Por un lado, investigadores advierten que la expansión de la infraestructura digital aumenta la demanda de agua y energía. También señalan que la computación en la nube y la inteligencia artificial podrían intensificar la presión sobre estos recursos.
Por otro lado, las empresas tecnológicas sostienen que la innovación permite reducir el consumo por unidad de procesamiento. Además, afirman que las nuevas tecnologías ayudan a gestionar con mayor eficiencia los recursos utilizados por los centros de datos.
Mientras crece la demanda mundial de servicios basados en inteligencia artificial, surge un nuevo desafío. Gobiernos, empresas y usuarios deberán encontrar un equilibrio entre el desarrollo tecnológico y la sostenibilidad ambiental.
¿Por qué la ONU advierte sobre el consumo de agua de la inteligencia artificial?
Porque los centros de datos requieren electricidad y sistemas de refrigeración que generan una huella hídrica significativa.

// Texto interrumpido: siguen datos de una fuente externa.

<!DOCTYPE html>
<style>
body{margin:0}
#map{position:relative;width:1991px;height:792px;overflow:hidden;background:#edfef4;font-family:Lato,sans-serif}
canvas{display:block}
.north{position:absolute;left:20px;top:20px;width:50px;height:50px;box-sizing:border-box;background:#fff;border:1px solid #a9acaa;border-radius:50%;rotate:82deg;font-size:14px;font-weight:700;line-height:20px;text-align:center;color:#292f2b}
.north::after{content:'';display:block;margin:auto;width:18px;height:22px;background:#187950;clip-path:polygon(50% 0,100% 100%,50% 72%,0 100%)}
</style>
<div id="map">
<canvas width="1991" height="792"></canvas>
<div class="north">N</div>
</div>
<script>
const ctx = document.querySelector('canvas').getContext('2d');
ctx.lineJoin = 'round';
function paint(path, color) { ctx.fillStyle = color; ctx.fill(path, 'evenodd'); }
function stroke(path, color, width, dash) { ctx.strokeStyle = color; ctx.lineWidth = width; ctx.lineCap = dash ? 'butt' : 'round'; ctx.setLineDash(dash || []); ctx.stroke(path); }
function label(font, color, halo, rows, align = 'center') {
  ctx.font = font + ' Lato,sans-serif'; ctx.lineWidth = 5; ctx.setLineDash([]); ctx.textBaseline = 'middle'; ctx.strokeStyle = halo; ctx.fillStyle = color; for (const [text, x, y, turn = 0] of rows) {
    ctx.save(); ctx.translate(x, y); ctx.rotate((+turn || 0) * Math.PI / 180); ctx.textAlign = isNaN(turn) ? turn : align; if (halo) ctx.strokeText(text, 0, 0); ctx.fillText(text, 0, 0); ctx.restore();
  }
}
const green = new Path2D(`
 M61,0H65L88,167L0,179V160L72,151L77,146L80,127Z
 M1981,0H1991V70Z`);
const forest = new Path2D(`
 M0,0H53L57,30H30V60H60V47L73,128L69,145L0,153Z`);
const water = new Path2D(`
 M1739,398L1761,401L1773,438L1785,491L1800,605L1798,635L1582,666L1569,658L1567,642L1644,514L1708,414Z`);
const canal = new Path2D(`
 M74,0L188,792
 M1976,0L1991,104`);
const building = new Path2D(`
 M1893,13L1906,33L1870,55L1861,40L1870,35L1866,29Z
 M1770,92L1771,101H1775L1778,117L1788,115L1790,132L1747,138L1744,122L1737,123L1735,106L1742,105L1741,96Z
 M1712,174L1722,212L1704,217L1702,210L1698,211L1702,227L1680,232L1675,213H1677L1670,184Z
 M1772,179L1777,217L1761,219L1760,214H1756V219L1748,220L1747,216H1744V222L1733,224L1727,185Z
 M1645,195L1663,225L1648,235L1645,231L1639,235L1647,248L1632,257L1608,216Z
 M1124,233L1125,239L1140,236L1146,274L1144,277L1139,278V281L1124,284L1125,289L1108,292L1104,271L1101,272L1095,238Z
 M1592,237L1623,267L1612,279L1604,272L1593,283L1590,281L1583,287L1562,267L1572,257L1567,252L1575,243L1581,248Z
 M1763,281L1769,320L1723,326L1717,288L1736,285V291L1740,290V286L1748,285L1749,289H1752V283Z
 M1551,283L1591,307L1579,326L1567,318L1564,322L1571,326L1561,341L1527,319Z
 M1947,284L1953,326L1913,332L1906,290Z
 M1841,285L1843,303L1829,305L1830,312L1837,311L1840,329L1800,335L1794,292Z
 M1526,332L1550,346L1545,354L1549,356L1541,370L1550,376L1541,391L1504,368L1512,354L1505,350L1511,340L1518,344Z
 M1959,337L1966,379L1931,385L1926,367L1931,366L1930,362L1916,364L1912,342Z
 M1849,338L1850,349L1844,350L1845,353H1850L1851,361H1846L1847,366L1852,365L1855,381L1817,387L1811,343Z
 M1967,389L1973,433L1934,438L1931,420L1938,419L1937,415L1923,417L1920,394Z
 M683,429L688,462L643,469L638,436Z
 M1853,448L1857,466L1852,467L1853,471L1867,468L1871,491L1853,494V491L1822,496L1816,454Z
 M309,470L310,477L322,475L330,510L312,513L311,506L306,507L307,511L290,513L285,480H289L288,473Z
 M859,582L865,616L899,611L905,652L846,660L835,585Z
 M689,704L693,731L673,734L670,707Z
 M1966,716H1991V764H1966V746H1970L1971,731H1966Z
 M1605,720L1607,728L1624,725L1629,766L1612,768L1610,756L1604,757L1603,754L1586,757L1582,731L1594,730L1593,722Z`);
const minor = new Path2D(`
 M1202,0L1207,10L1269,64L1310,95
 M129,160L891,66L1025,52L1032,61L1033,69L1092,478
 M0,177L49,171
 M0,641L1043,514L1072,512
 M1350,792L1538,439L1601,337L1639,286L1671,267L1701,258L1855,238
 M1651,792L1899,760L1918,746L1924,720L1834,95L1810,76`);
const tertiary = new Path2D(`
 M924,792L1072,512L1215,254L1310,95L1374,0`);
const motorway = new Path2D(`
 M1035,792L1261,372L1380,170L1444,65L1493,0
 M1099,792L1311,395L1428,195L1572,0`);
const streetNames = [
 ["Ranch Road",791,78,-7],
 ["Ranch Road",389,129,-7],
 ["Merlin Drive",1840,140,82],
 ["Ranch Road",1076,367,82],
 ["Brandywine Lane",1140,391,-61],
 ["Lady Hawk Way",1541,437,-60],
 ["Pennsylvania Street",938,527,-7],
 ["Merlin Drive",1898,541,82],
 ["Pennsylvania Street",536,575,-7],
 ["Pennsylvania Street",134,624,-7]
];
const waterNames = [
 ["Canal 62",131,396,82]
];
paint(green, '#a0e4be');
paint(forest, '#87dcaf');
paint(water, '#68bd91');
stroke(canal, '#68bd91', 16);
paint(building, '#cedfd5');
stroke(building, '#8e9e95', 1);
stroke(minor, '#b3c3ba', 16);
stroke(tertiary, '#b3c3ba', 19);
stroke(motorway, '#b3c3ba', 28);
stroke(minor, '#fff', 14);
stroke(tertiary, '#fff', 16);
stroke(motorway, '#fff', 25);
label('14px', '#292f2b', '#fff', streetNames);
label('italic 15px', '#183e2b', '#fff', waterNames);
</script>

El informe señala que este impacto podría crecer de forma acelerada durante los próximos años.
¿Qué es la inferencia en inteligencia artificial?
Es el proceso mediante el cual un modelo ya entrenado responde preguntas o ejecuta tareas para los usuarios. Según el estudio, esta etapa concentra la mayor parte del consumo energético de la IA.
¿Qué medidas asegura Amazon que está implementando?
La empresa afirma que utiliza sistemas de refrigeración más eficientes, servidores capaces de operar a temperaturas más altas y proyectos destinados a reutilizar y reponer agua en las comunidades donde opera.